Figuring out how to integrate the idea of stepparents into your existing custody arrangement can be more difficult than you might imagine, especially if it is the noncustodial parent who is remarrying. Because noncustodial parents often have more limited time with their children due to visitation schedules, the children may be more likely to see a stepparent as a threat to their time with that parent. It can also pose a challenge for the stepparent attempting to bond with their stepchildren during visits that happen only every other weekend.
While it may not be high on your want-to-do list, keeping your ex in the loop when a relationship gets serious and heads into potential stepparent territory is an important aspect of keeping things running smoothly. While you may never get your ex’s support, he or she will probably be more likely to at least stay neutral on the subject if you’ve given him or her the courtesy of a heads up instead of blindsiding him or her with the kids coming back from a visitation telling your ex you’ve gotten or are getting remarried.

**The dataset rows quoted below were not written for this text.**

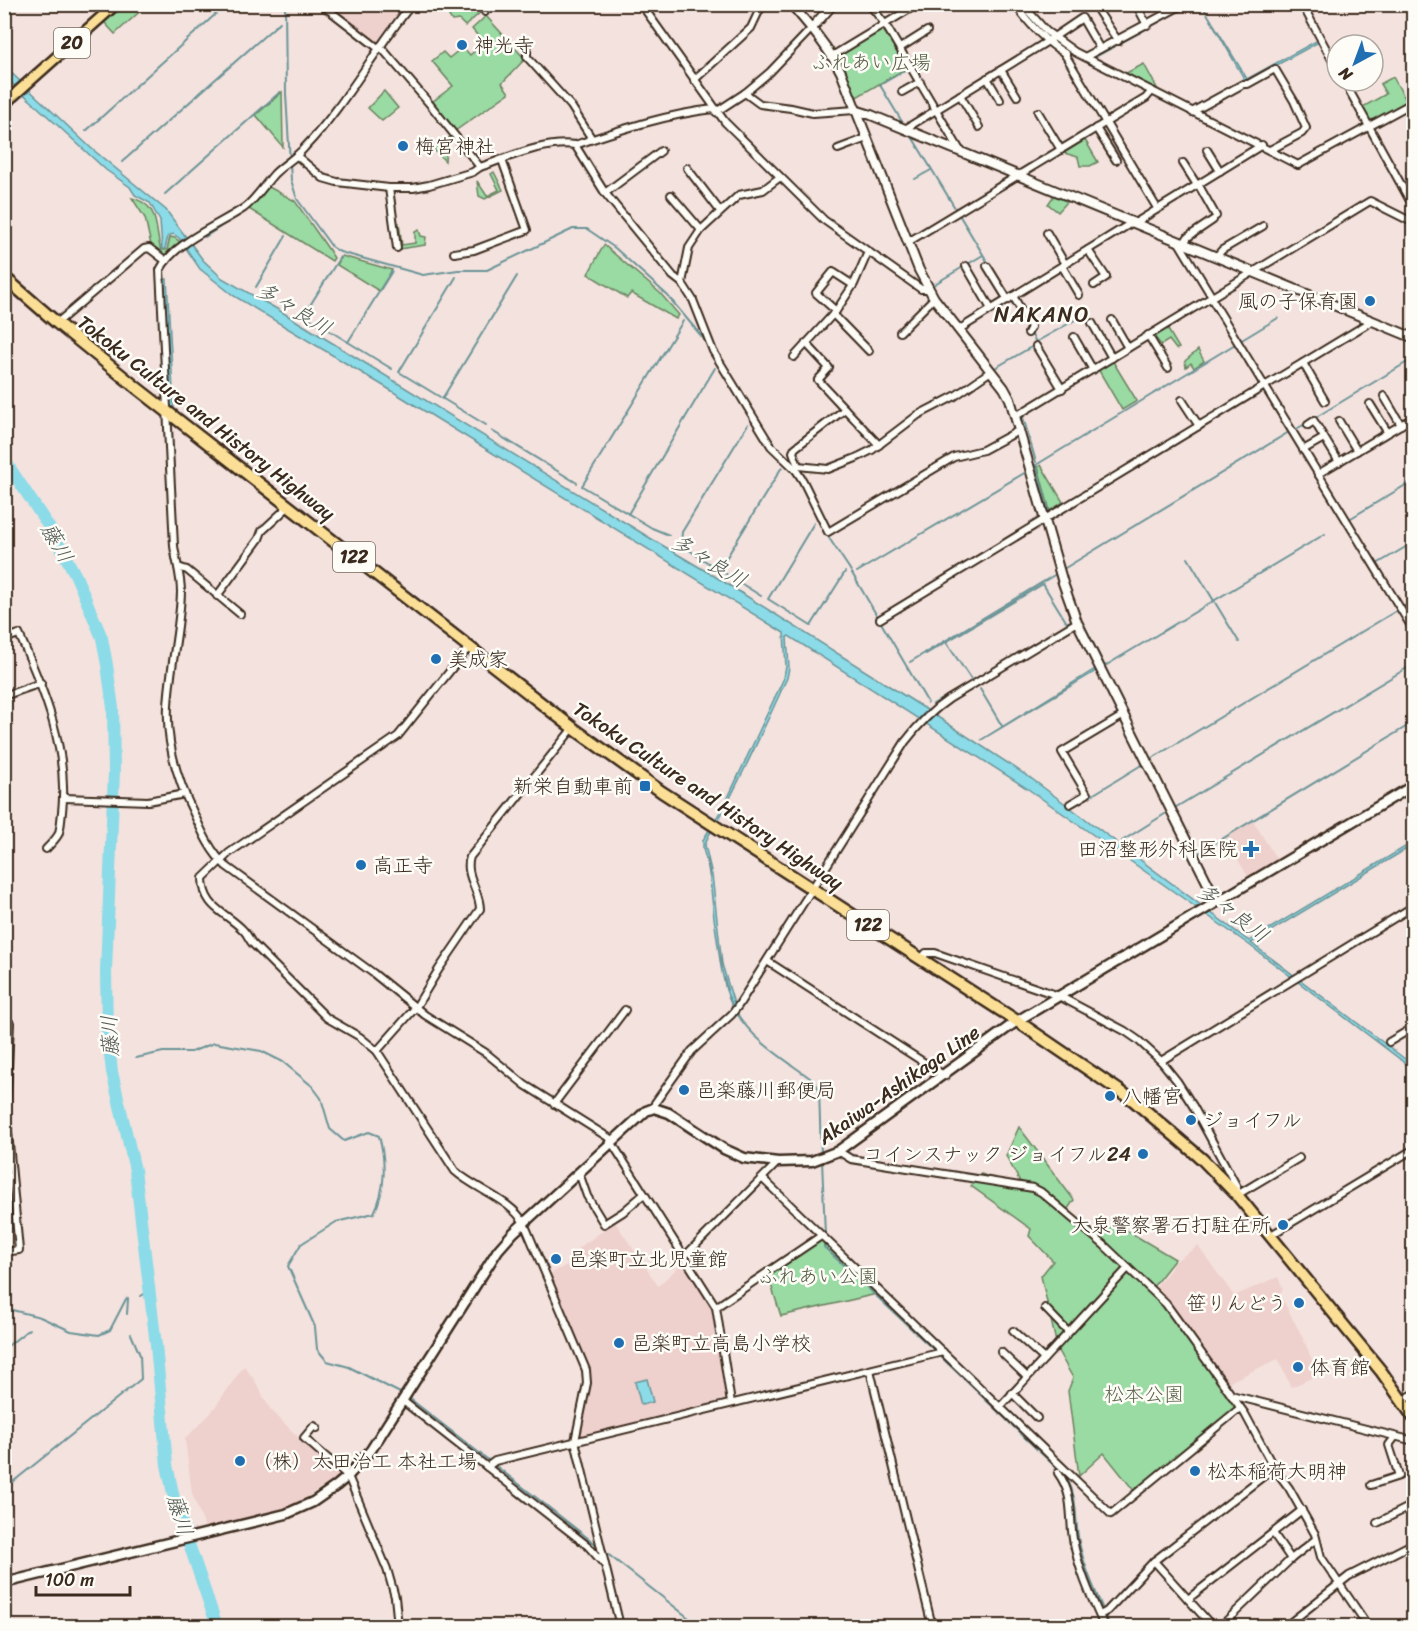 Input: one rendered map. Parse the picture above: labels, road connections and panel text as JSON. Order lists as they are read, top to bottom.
{
  "streets": {
    "highway": ["Tokoku Culture and History Highway", "122"],
    "main road": ["20", "Akaiwa-Ashikaga Line"]
  },
  "crossings": [
    ["Tokoku Culture and History Highway", "Akaiwa-Ashikaga Line"]
  ],
  "districts": ["NAKANO"],
  "water": ["多々良川", "藤川"],
  "parks": ["ふれあい広場", "ふれあい公園", "松本公園"],
  "places": {
    "other": [
      "神光寺",
      "梅宮神社",
      "風の子保育園",
      "美成家",
      "高正寺",
      "邑楽藤川郵便局",
      "八幡宮",
      "ジョイフル",
      "コインスナック ジョイフル24",
      "大泉警察署石打駐在所",
      "邑楽町立北児童館",
      "笹りんどう",
      "邑楽町立高島小学校",
      "体育館",
      "（株）太田治工 本社工場",
      "松本稲荷大明神"
    ],
    "transit": ["新栄自動車前"],
    "health": ["田沼整形外科医院"]
  },
  "scale_bar": "100 m",
  "north": "bottom left"
} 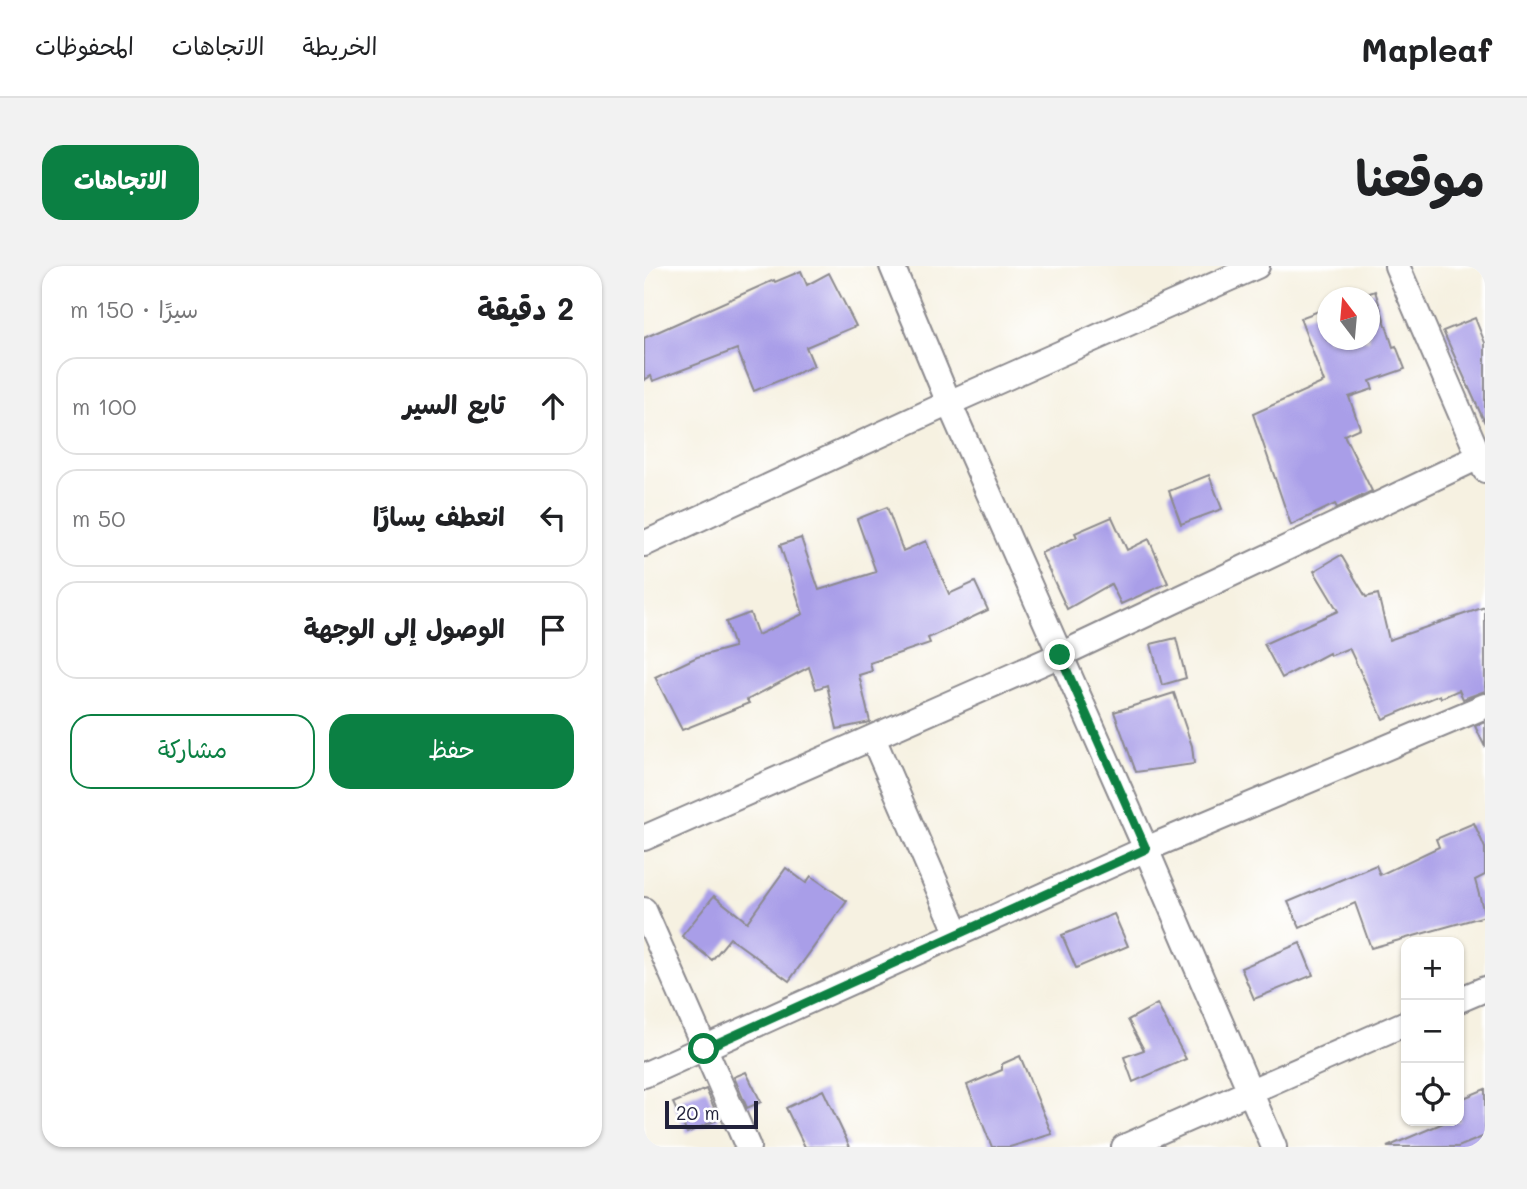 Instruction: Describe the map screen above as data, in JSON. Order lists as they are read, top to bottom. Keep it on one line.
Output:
{"scale_bar":"20 m","north":"top","page":{"header":"Mapleaf","nav":["الخريطة","الاتجاهات","المحفوظات"],"title":"موقعنا","buttons":["الاتجاهات",["حفظ","مشاركة"]],"heading":["2 دقيقة","سيرًا · 150 m"],"list":[["تابع السير","100 m"],["انعطف يسارًا","50 m"],"الوصول إلى الوجهة"],"map_buttons":["+","−"],"scale":"20 m"}} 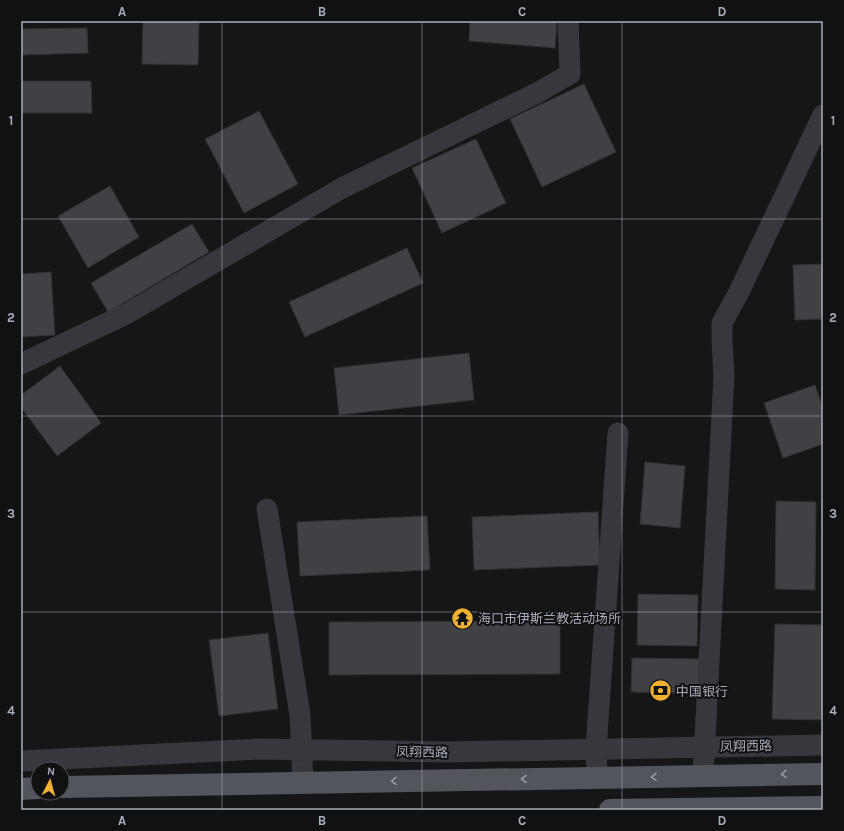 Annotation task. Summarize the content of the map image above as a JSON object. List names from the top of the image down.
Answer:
{
  "streets": {
    "street": ["凤翔西路"]
  },
  "places": {
    "temple": ["海口市伊斯兰教活动场所"],
    "bank": ["中国银行"]
  },
  "north": "top",
  "grid": {
    "columns": [
      "A",
      "B",
      "C",
      "D"
    ],
    "rows": [
      "1",
      "2",
      "3",
      "4"
    ]
  }
} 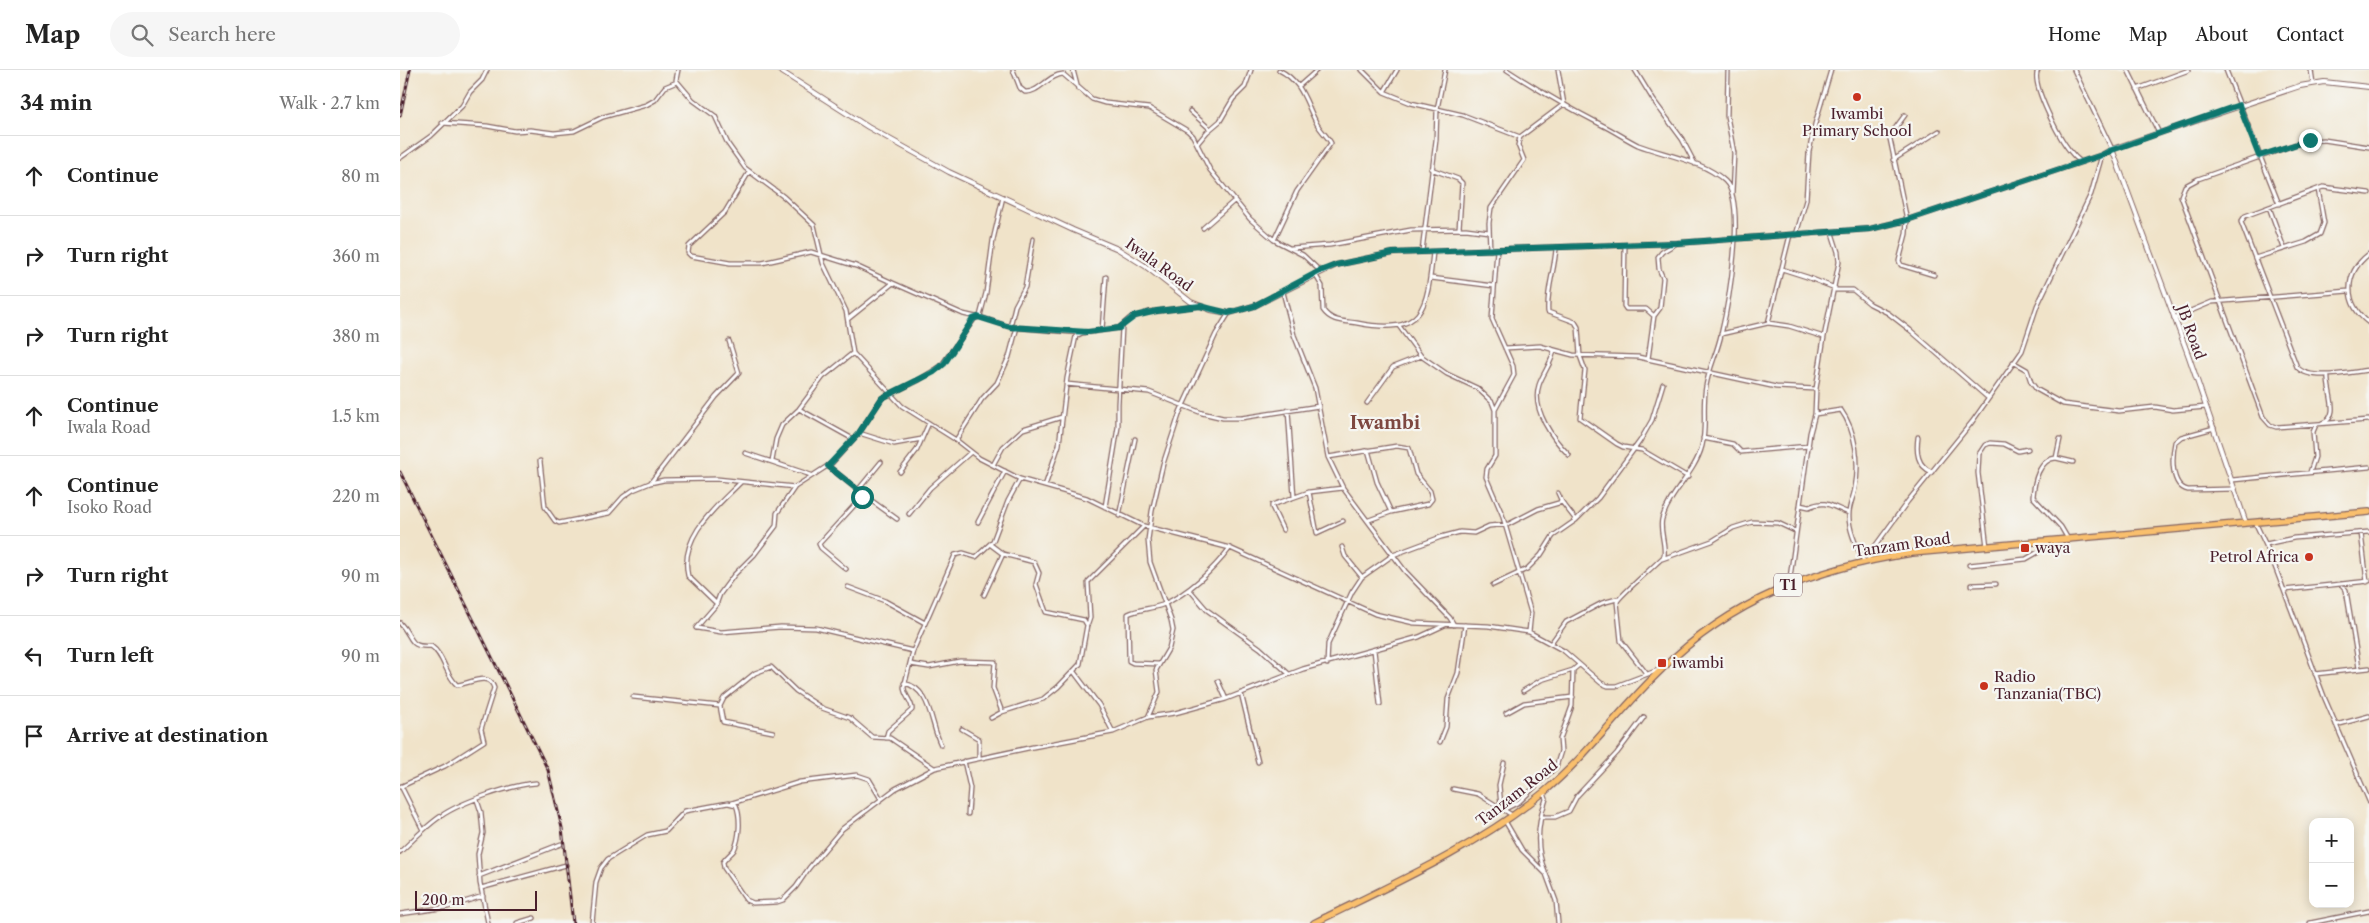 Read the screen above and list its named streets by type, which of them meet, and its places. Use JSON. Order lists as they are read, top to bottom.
{
  "streets": {
    "highway": ["Tanzam Road", "T1"],
    "street": ["Iwala Road", "JB Road"]
  },
  "crossings": [
    ["Iwala Road", "JB Road"],
    ["JB Road", "Tanzam Road"]
  ],
  "districts": ["Iwambi"],
  "places": {
    "other": ["Iwambi Primary School", "Petrol Africa", "Radio Tanzania(TBC)"],
    "transit": ["waya", "iwambi"]
  },
  "scale_bar": "200 m",
  "page": {
    "header": "Map",
    "search": "Search here",
    "nav": [
      "Home",
      "Map",
      "About",
      "Contact"
    ],
    "heading": ["34 min", "Walk · 2.7 km"],
    "list": [
      ["Continue", "80 m"],
      ["Turn right", "360 m"],
      ["Turn right", "380 m"],
      ["Continue", "Iwala Road", "1.5 km"],
      ["Continue", "Isoko Road", "220 m"],
      ["Turn right", "90 m"],
      ["Turn left", "90 m"],
      "Arrive at destination"
    ],
    "map_buttons": ["+", "−"],
    "scale": "200 m"
  }
} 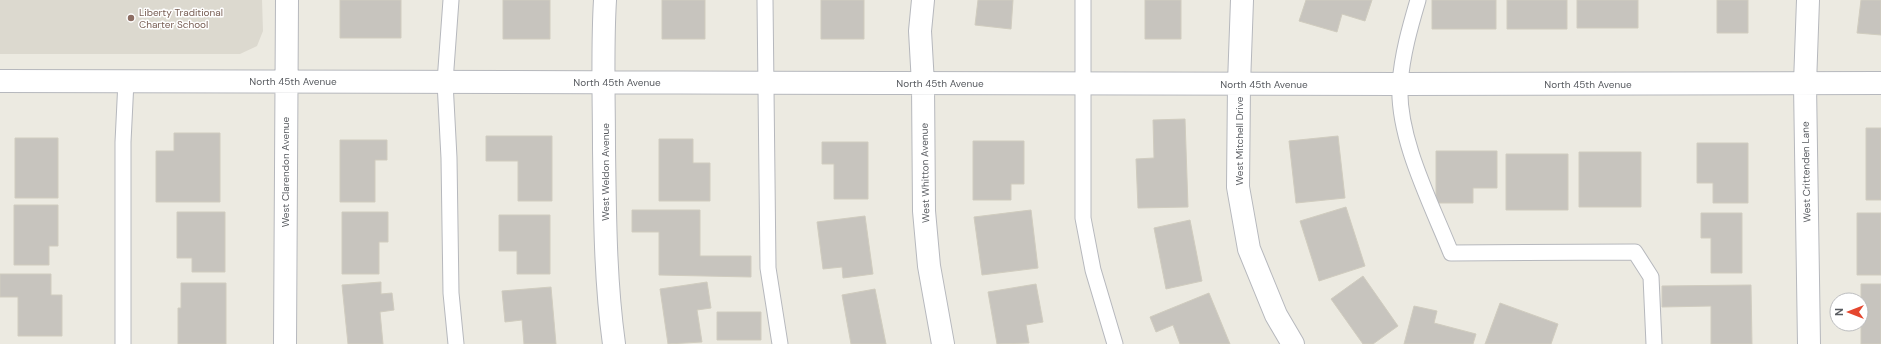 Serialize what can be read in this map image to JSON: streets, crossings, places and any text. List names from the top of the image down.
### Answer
{
  "streets": {
    "street": [
      "North 45th Avenue",
      "West Mitchell Drive",
      "West Clarendon Avenue",
      "West Weldon Avenue",
      "West Crittenden Lane",
      "West Whitton Avenue"
    ]
  },
  "crossings": [
    ["North 45th Avenue", "West Mitchell Drive"],
    ["North 45th Avenue", "West Clarendon Avenue"],
    ["North 45th Avenue", "West Weldon Avenue"],
    ["North 45th Avenue", "West Crittenden Lane"],
    ["North 45th Avenue", "West Whitton Avenue"]
  ],
  "places": ["Liberty Traditional Charter School"],
  "north": "left"
}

Once the new partner is living under the same roof as you and the kids, it’s important to give everyone time to adapt to the change in circumstances. Even if your children have had nothing but positive experience with the new stepparent, it can still be a difficult idea for them to process. Keeping the lines of communication open and all adults in the situation presenting as united of a front as possible is helpful.
In some situations, ex-spouses also have a difficult time accepting this change and can vent their anger and frustrations by refusing to follow the terms of a visitation agreement or becoming hostile during custody changes. If this happens, a family law attorney can help you decide what to do.